I - Whoops, that’s tea, 

(hand hovers over middle cup, then picks up right)

I - Do you want your coffee?

D – Not anymore!

I – (confused) But... it's definitely got two sweetener in this time.

D – Wait, you're just going to let that slide? You can’t run a set like this! (points at intern). It’s totally unprofessional.

(Two guys walk in. Everyone freezes and watches them man silently for about 5 seconds)

(An alarm goes off on one of the men’s watches)

Man – okay, and thats 7 minutes, we’ve reached the clothed quota! (cast and crew cheer) (everyone starts stripping, more naked people walk in)

D – WHAT ARE YOU DOING?

AD – I told you. It's how we do things. Do we have to go over the charter again?

D – What, no! 

Man. walks in wearing nothing but a crown and a sceptre over his junk

D - Who the hell is that guy?

AD – Leave him alone, he’s just lost. (to the naked man) Game of Thrones is filming on sound stage 6 this week. (man tips his crown as though he’s tipping his hat, then leaves)

D (to presenter) – But this is a documentary about the recession! Surely your audience is one 70 year old stockbroker.
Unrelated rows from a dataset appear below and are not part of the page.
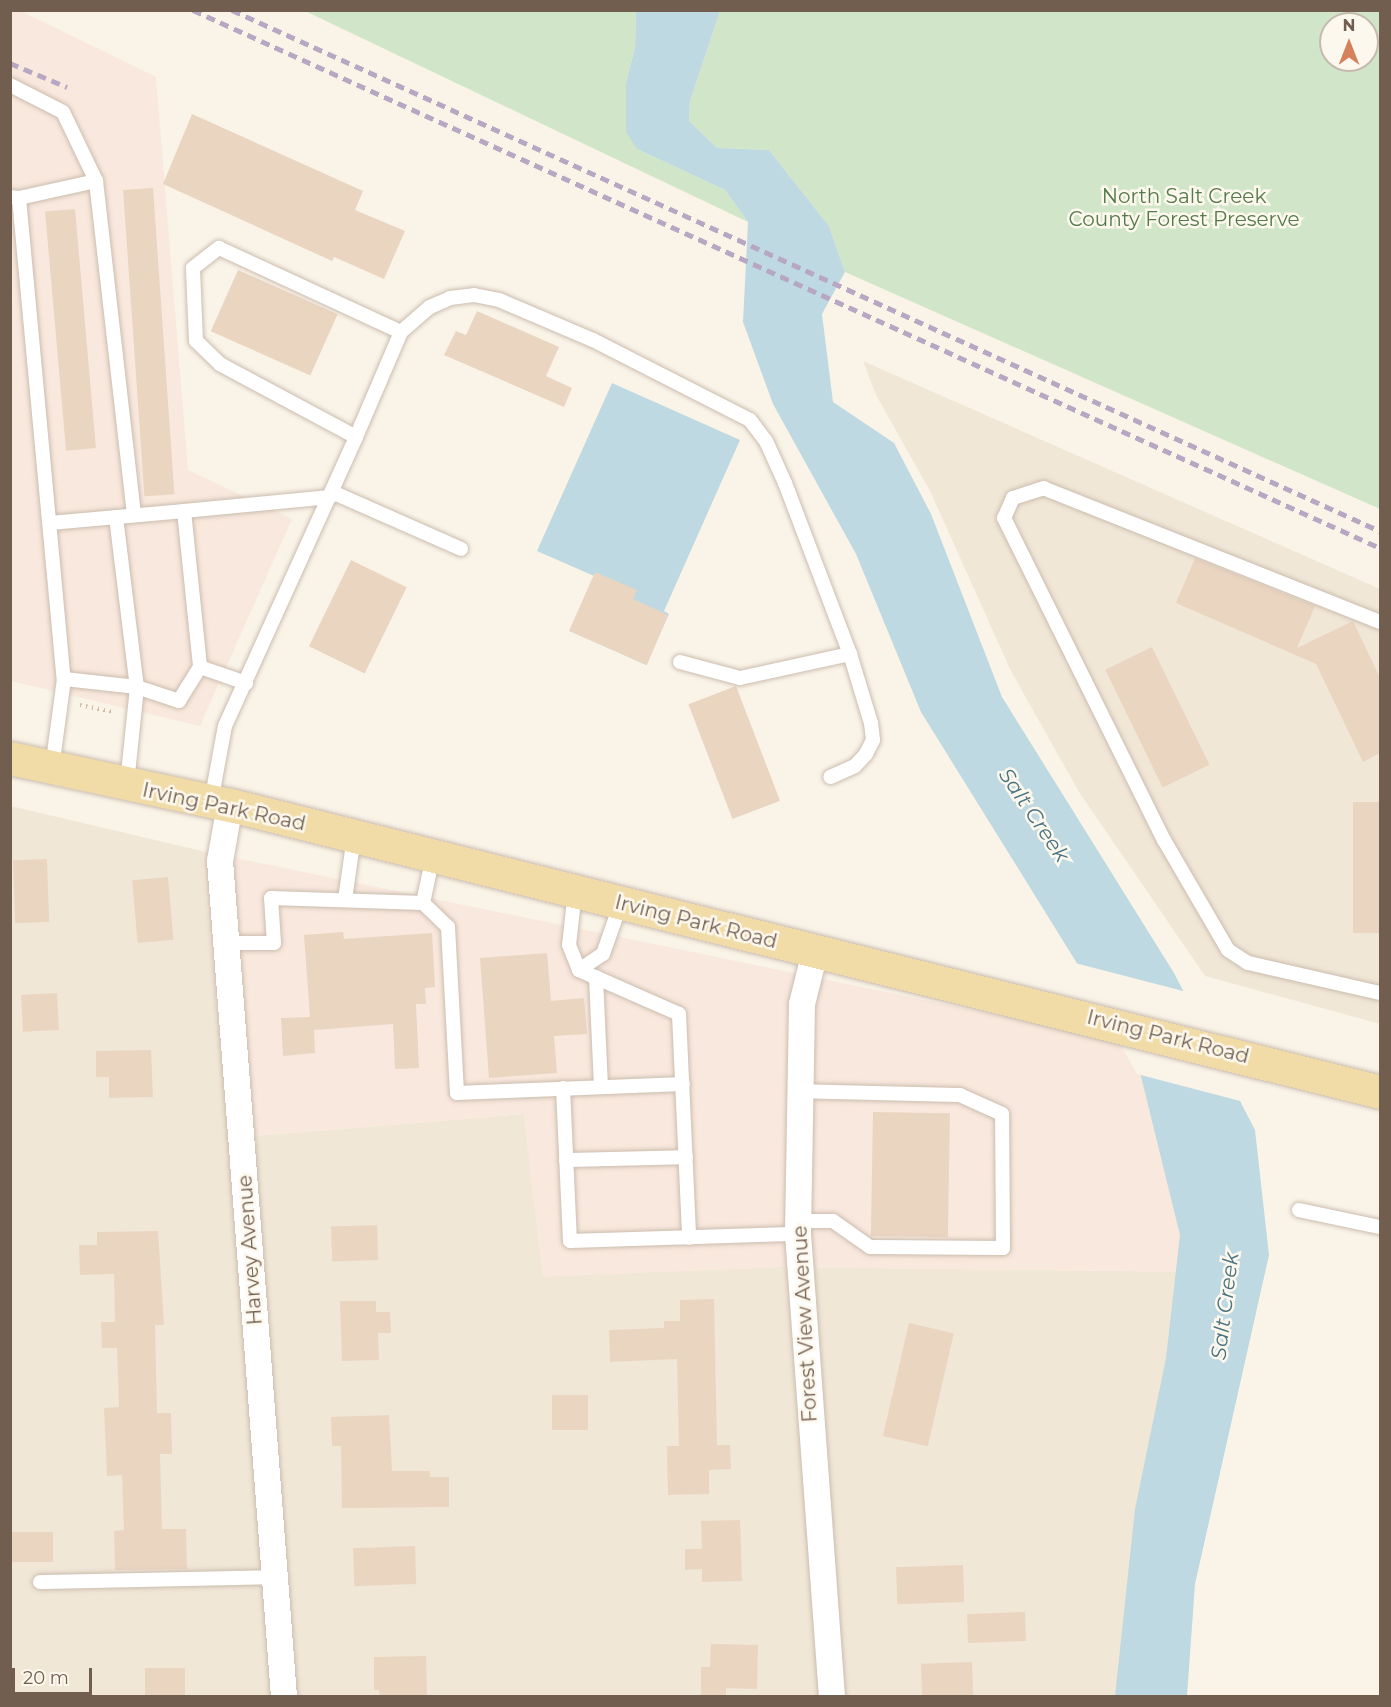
<!DOCTYPE html>
<style>
body{margin:0}
#map{position:relative;width:1391px;height:1707px;overflow:hidden;background:#faf4e8;font-family:Montserrat,sans-serif}
div>[style]{position:absolute}
.residential>*{inset:0;background:#f1e7d7}
.commercial>*{inset:0;background:#f9e8dd}
.green>*{inset:0;background:#d1e6c8}
.water>*{inset:0;background:#bed9e1}
.pier>*{inset:0;background:#faf4e8}
.building>*{inset:0;background:#ead5c1;transform-origin:0 0}
.path>*{height:4px;margin-top:-2px;transform-origin:0;background:repeating-linear-gradient(90deg,#d1baa6 0 1.5px,transparent 0 6px)}
.roads{filter:drop-shadow(0 0 2px #cbbdaf) drop-shadow(0 0 2px #cbbdaf)}
.service>*{height:14px;margin:-7px;padding:0 7px;transform-origin:7px;border-radius:7px;background:#fff}
.minor>*{height:26px;margin:-13px;padding:0 13px;transform-origin:13px;border-radius:13px;background:#fff}
.primary>*{height:33px;margin:-16.5px;padding:0 16.5px;transform-origin:16.5px;border-radius:16.5px;background:#f1dca8}
.rail>*{height:4.5px;margin-top:-2.25px;transform-origin:0;background:repeating-linear-gradient(90deg,#b8a7c3 0 9px,transparent 0 15px)}
span{translate:-50% -50%;white-space:nowrap;text-align:center;line-height:1.15;-webkit-text-stroke:5px #fdf8ee;paint-order:stroke}
.park-label{font-size:20px;color:#557a4b}
.street-label{font-size:20px;color:#715e4f}
.water-label{font-size:21px;color:#4b7481;font-style:italic}
.frame{position:absolute;inset:0;border:12px solid #715e4f;pointer-events:none}
.north{position:absolute;left:1319px;top:12px;width:60px;height:60px;box-sizing:border-box;background:#fdf8ee;border:2px solid #c5baae;border-radius:50%;rotate:0deg;font-size:16px;font-weight:700;line-height:24px;text-align:center;color:#715e4f}
.north::after{content:'';display:block;margin:auto;width:21px;height:27px;background:#d5815b;clip-path:polygon(50% 0,100% 100%,50% 72%,0 100%)}
.scale{position:absolute;left:12px;top:1668px;width:80px;height:27px;box-sizing:border-box;border:3px solid #715e4f;border-top:0;padding-left:8px;font-size:18px;line-height:21px;white-space:nowrap;color:#715e4f;-webkit-text-stroke:4px #fdf8ee;paint-order:stroke}
</style>
<div id="map">
<div class="residential">
<div style="clip-path:polygon(863px 361px,1380px 589px,1380px 1024px,1205px 976px,1079px 792px,1011px 671px,930px 491px,876px 395px)"></div>
<div style="clip-path:polygon(11px 806px,202px 851px,229px 1138px,524px 1114px,543px 1276px,782px 1267px,1212px 1272px,1165px 1696px,11px 1696px)"></div>
</div>
<div class="commercial">
<div style="clip-path:polygon(19px 10px,156px 77px,188px 470px,292px 519px,200px 726px,11px 681px,10px 11px)"></div>
<div style="clip-path:polygon(202px 851px,1143px 1045px,1212px 1272px,782px 1267px,543px 1277px,524px 1114px,229px 1138px)"></div>
</div>
<div class="green">
<div style="clip-path:polygon(305px 11px,636px 11px,635px 47px,626px 83px,637px 149px,725px 190px,748px 222px)"></div>
<div style="clip-path:polygon(evenodd,720px 11px,1380px 11px,1380px 509px,845px 272px,829px 226px,769px 150px,717px 148px,689px 121px,690px 101px,720px 11px,1331px 24px,1367px 24px,1367px 60px,1331px 60px,1331px 24px)"></div>
</div>
<div class="water">
<div style="clip-path:polygon(636px 11px,720px 11px,690px 101px,689px 121px,717px 148px,769px 150px,829px 226px,845px 272px,822px 314px,833px 402px,894px 443px,931px 514px,1002px 697px,1174px 973px,1255px 1130px,1269px 1255px,1195px 1584px,1187px 1696px,1115px 1696px,1135px 1509px,1166px 1358px,1180px 1235px,1137px 1060px,921px 712px,856px 554px,773px 404px,743px 322px,748px 222px,725px 190px,637px 149px,626px 132px,626px 83px,635px 47px)"></div>
<div style="clip-path:polygon(612px 383px,740px 440px,664px 611px,669px 614px,646px 665px,570px 631px,594px 576px,537px 551px)"></div>
</div>
<div class="pier">
<div style="clip-path:polygon(1075px 963px,1187px 992px,1244px 1102px,1137px 1074px)"></div>
</div>
<div class="building">
<div style="clip-path:polygon(192px 114px,363px 191px,355px 210px,405px 231px,384px 279px,334px 257px,332px 261px,163px 184px)"></div>
<div style="left:153px;top:188px;width:307px;height:30px;rotate:86deg"></div>
<div style="left:75px;top:209px;width:240px;height:30px;rotate:85deg"></div>
<div style="left:238px;top:270px;width:109px;height:67px;rotate:24deg"></div>
<div style="clip-path:polygon(477px 311px,559px 347px,546px 376px,572px 388px,564px 407px,444px 355px,456px 331px,466px 335px)"></div>
<div style="clip-path:polygon(1195px 558px,1315px 606px,1297px 648px,1353px 621px,1380px 678px,1380px 753px,1363px 762px,1316px 664px,1176px 603px)"></div>
<div style="left:351px;top:560px;width:62px;height:96px;rotate:26deg"></div>
<div style="clip-path:polygon(595px 572px,637px 590px,633px 599px,668px 615px,647px 665px,569px 631px)"></div>
<div style="left:1152px;top:647px;width:131px;height:52px;rotate:64deg"></div>
<div style="left:736px;top:686px;width:123px;height:51px;rotate:69deg"></div>
<div style="left:1380px;top:802px;width:131px;height:27px;rotate:90deg"></div>
<div style="left:47px;top:859px;width:63px;height:34px;rotate:88deg"></div>
<div style="left:168px;top:877px;width:63px;height:36px;rotate:85deg"></div>
<div style="clip-path:polygon(343px 932px,344px 939px,432px 933px,435px 987px,425px 988px,426px 1004px,416px 1004px,419px 1068px,395px 1069px,393px 1024px,314px 1030px,315px 1053px,283px 1056px,281px 1018px,310px 1017px,304px 935px)"></div>
<div style="clip-path:polygon(547px 953px,551px 1001px,584px 998px,587px 1034px,554px 1036px,557px 1073px,489px 1078px,480px 958px)"></div>
<div style="left:57px;top:993px;width:37px;height:36px;rotate:87deg"></div>
<div style="clip-path:polygon(151px 1050px,153px 1097px,109px 1098px,109px 1077px,96px 1077px,96px 1051px)"></div>
<div style="left:873px;top:1112px;width:77px;height:124px;rotate:1deg"></div>
<div style="left:377px;top:1225px;width:35px;height:46px;rotate:88deg"></div>
<div style="clip-path:polygon(158px 1231px,164px 1325px,155px 1325px,157px 1413px,171px 1413px,172px 1454px,160px 1454px,162px 1529px,186px 1529px,187px 1569px,115px 1570px,114px 1531px,124px 1530px,122px 1475px,107px 1476px,104px 1408px,119px 1407px,117px 1348px,102px 1348px,101px 1322px,115px 1322px,114px 1274px,80px 1275px,79px 1245px,97px 1245px,97px 1232px)"></div>
<div style="clip-path:polygon(714px 1299px,717px 1445px,730px 1445px,731px 1469px,709px 1470px,709px 1494px,668px 1495px,667px 1446px,679px 1446px,677px 1359px,610px 1362px,609px 1330px,664px 1328px,664px 1321px,680px 1321px,680px 1300px)"></div>
<div style="clip-path:polygon(340px 1301px,376px 1301px,376px 1312px,390px 1312px,391px 1333px,378px 1333px,379px 1360px,342px 1361px)"></div>
<div style="left:909px;top:1323px;width:46px;height:116px;rotate:13deg"></div>
<div style="left:552px;top:1395px;width:36px;height:35px"></div>
<div style="clip-path:polygon(389px 1415px,392px 1471px,430px 1471px,430px 1477px,449px 1477px,449px 1507px,342px 1508px,341px 1446px,332px 1446px,331px 1417px)"></div>
<div style="clip-path:polygon(740px 1520px,742px 1581px,702px 1582px,702px 1569px,685px 1570px,685px 1549px,702px 1549px,701px 1521px)"></div>
<div style="left:53px;top:1532px;width:30px;height:43px;rotate:90deg"></div>
<div style="left:415px;top:1546px;width:38px;height:62px;rotate:88deg"></div>
<div style="left:963px;top:1565px;width:37px;height:67px;rotate:88deg"></div>
<div style="left:1025px;top:1612px;width:29px;height:58px;rotate:88deg"></div>
<div style="clip-path:polygon(711px 1644px,758px 1645px,757px 1689px,726px 1688px,726px 1696px,701px 1696px,701px 1667px,710px 1667px)"></div>
<div style="clip-path:polygon(426px 1656px,427px 1696px,380px 1696px,379px 1690px,374px 1690px,374px 1657px)"></div>
<div style="left:972px;top:1662px;width:34px;height:51px;rotate:88deg"></div>
<div style="left:145px;top:1668px;width:40px;height:28px"></div>
</div>
<div class="path">
<div style="left:80px;top:705px;width:35px;rotate:12deg"></div>
</div>
<div class="roads">
<div class="service">
<div style="left:10px;top:85px;width:59px;rotate:27deg"></div>
<div style="left:63px;top:112px;width:76px;rotate:64.4deg"></div>
<div style="left:96px;top:181px;width:336px;rotate:83.5deg"></div>
<div style="left:10px;top:197px;width:9px;rotate:6deg"></div>
<div style="left:19px;top:198px;width:483px;rotate:84.7deg"></div>
<div style="left:64px;top:679px;width:90px;rotate:97.7deg"></div>
<div style="left:19px;top:198px;width:79px;rotate:-12.4deg"></div>
<div style="left:401px;top:332px;width:38px;rotate:-41deg"></div>
<div style="left:430px;top:307px;width:22px;rotate:-24deg"></div>
<div style="left:450px;top:298px;width:24px;rotate:-7deg"></div>
<div style="left:474px;top:295px;width:25px;rotate:11deg"></div>
<div style="left:499px;top:300px;width:102px;rotate:23.1deg"></div>
<div style="left:593px;top:340px;width:176px;rotate:27deg"></div>
<div style="left:750px;top:420px;width:26px;rotate:53deg"></div>
<div style="left:766px;top:441px;width:46px;rotate:65.7deg"></div>
<div style="left:785px;top:483px;width:183px;rotate:69.2deg"></div>
<div style="left:850px;top:654px;width:72px;rotate:73.1deg"></div>
<div style="left:871px;top:723px;width:17px;rotate:83deg"></div>
<div style="left:873px;top:740px;width:16px;rotate:117deg"></div>
<div style="left:866px;top:754px;width:16px;rotate:133deg"></div>
<div style="left:855px;top:766px;width:27px;rotate:156deg"></div>
<div style="left:332px;top:492px;width:141px;rotate:23.8deg"></div>
<div style="left:184px;top:511px;width:147px;rotate:-5.5deg"></div>
<div style="left:116px;top:517px;width:171px;rotate:83deg"></div>
<div style="left:137px;top:687px;width:97px;rotate:95.9deg"></div>
<div style="left:50px;top:523px;width:135px;rotate:-5.1deg"></div>
<div style="left:184px;top:511px;width:157px;rotate:84.1deg"></div>
<div style="left:200px;top:667px;width:40px;rotate:122deg"></div>
<div style="left:179px;top:701px;width:44px;rotate:-161.6deg"></div>
<div style="left:137px;top:687px;width:73px;rotate:-173.7deg"></div>
<div style="left:1380px;top:622px;width:362px;rotate:-158.3deg"></div>
<div style="left:1044px;top:488px;width:33px;rotate:162deg"></div>
<div style="left:1013px;top:498px;width:22px;rotate:114deg"></div>
<div style="left:1004px;top:518px;width:360px;rotate:63.6deg"></div>
<div style="left:1164px;top:840px;width:127px;rotate:59.8deg"></div>
<div style="left:1228px;top:950px;width:24px;rotate:33deg"></div>
<div style="left:1248px;top:963px;width:135px;rotate:12.8deg"></div>
<div style="left:680px;top:662px;width:62px;rotate:14.9deg"></div>
<div style="left:740px;top:678px;width:113px;rotate:-12.3deg"></div>
<div style="left:200px;top:667px;width:49px;rotate:19.2deg"></div>
<div style="left:211px;top:802px;width:77px;rotate:-79.6deg"></div>
<div style="left:225px;top:726px;width:317px;rotate:-65.6deg"></div>
<div style="left:356px;top:437px;width:154px;rotate:-151.8deg"></div>
<div style="left:220px;top:364px;width:33px;rotate:-136deg"></div>
<div style="left:196px;top:341px;width:73px;rotate:-92.4deg"></div>
<div style="left:193px;top:268px;width:33px;rotate:-38deg"></div>
<div style="left:219px;top:248px;width:200px;rotate:24.8deg"></div>
<div style="left:401px;top:332px;width:114px;rotate:113.2deg"></div>
<div style="left:575px;top:891px;width:54px;rotate:96.3deg"></div>
<div style="left:569px;top:945px;width:27px;rotate:68deg"></div>
<div style="left:579px;top:970px;width:29px;rotate:-34deg"></div>
<div style="left:603px;top:954px;width:54px;rotate:-70.6deg"></div>
<div style="left:345px;top:900px;width:65px;rotate:-82deg"></div>
<div style="left:423px;top:903px;width:48px;rotate:-78deg"></div>
<div style="left:226px;top:943px;width:48px"></div>
<div style="left:274px;top:943px;width:45px;rotate:-93.8deg"></div>
<div style="left:271px;top:898px;width:152px;rotate:1.9deg"></div>
<div style="left:423px;top:903px;width:35px;rotate:44deg"></div>
<div style="left:448px;top:927px;width:166px;rotate:86.9deg"></div>
<div style="left:457px;top:1093px;width:226px;rotate:-2.3deg"></div>
<div style="left:579px;top:970px;width:109px;rotate:23.7deg"></div>
<div style="left:679px;top:1014px;width:224px;rotate:87.4deg"></div>
<div style="left:596px;top:977px;width:110px;rotate:87.4deg"></div>
<div style="left:563px;top:1088px;width:153px;rotate:87.4deg"></div>
<div style="left:570px;top:1241px;width:228px;rotate:-1.8deg"></div>
<div style="left:566px;top:1160px;width:120px;rotate:-1.4deg"></div>
<div style="left:1299px;top:1210px;width:83px;rotate:11.9deg"></div>
<div style="left:798px;top:1221px;width:35px"></div>
<div style="left:833px;top:1221px;width:45px;rotate:35.1deg"></div>
<div style="left:870px;top:1247px;width:133px;rotate:0.4deg"></div>
<div style="left:1003px;top:1248px;width:134px;rotate:-90.4deg"></div>
<div style="left:1002px;top:1114px;width:46px;rotate:-155.7deg"></div>
<div style="left:960px;top:1095px;width:160px;rotate:-178.6deg"></div>
<div style="left:40px;top:1582px;width:235px;rotate:-1.2deg"></div>
</div>
<div class="minor">
<div style="left:230px;top:805px;width:57px;rotate:100.1deg"></div>
<div style="left:220px;top:861px;width:837px;rotate:85.62deg"></div>
<div style="left:815px;top:952px;width:54px;rotate:104deg"></div>
<div style="left:802px;top:1004px;width:230px;rotate:91deg"></div>
<div style="left:798px;top:1234px;width:463px;rotate:85.8deg"></div>
</div>
<div class="primary">
<div style="left:10px;top:758px;width:225px;rotate:12.1deg"></div>
<div style="left:230px;top:805px;width:1185px;rotate:14.01deg"></div>
</div>
</div>
<div class="rail">
<div style="left:193px;top:10px;width:1303px;rotate:24.38deg"></div>
<div style="left:232px;top:10px;width:1261px;rotate:24.41deg"></div>
<div style="left:10px;top:63px;width:62px;rotate:22.8deg"></div>
</div>
<div class="park-label">
<span style="left:1184px;top:208px">North Salt Creek<br>County Forest Preserve</span>
</div>
<div class="street-label">
<span style="left:224px;top:807px;rotate:12deg">Irving Park Road</span>
<span style="left:696px;top:922px;rotate:14deg">Irving Park Road</span>
<span style="left:1168px;top:1037px;rotate:14deg">Irving Park Road</span>
<span style="left:250px;top:1250px;rotate:-94deg">Harvey Avenue</span>
<span style="left:805px;top:1324px;rotate:-93deg">Forest View Avenue</span>
</div>
<div class="water-label">
<span style="left:1034px;top:815px;rotate:56deg">Salt Creek</span>
<span style="left:1225px;top:1306px;rotate:-83deg">Salt Creek</span>
</div>
<div class="frame"></div>
<div class="north">N</div>
<div class="scale">20 m</div>
</div>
P – And if there weren’t more tits than graphs in this show, even he wouldn’t be watching. Our viewership is up 80% from last year!

D – People are watching this?

P – In droves. We’ve been renewed for a 13 part series. (all cheer)

D – It works?

P – It does.

D – Well, actually, I do have a script that’s been gathering dust... (looks at ceiling like he’s thinking)

Voiceover artist: Next on HBO: David Attenborough – Conservationist, Humanitarian... Lover?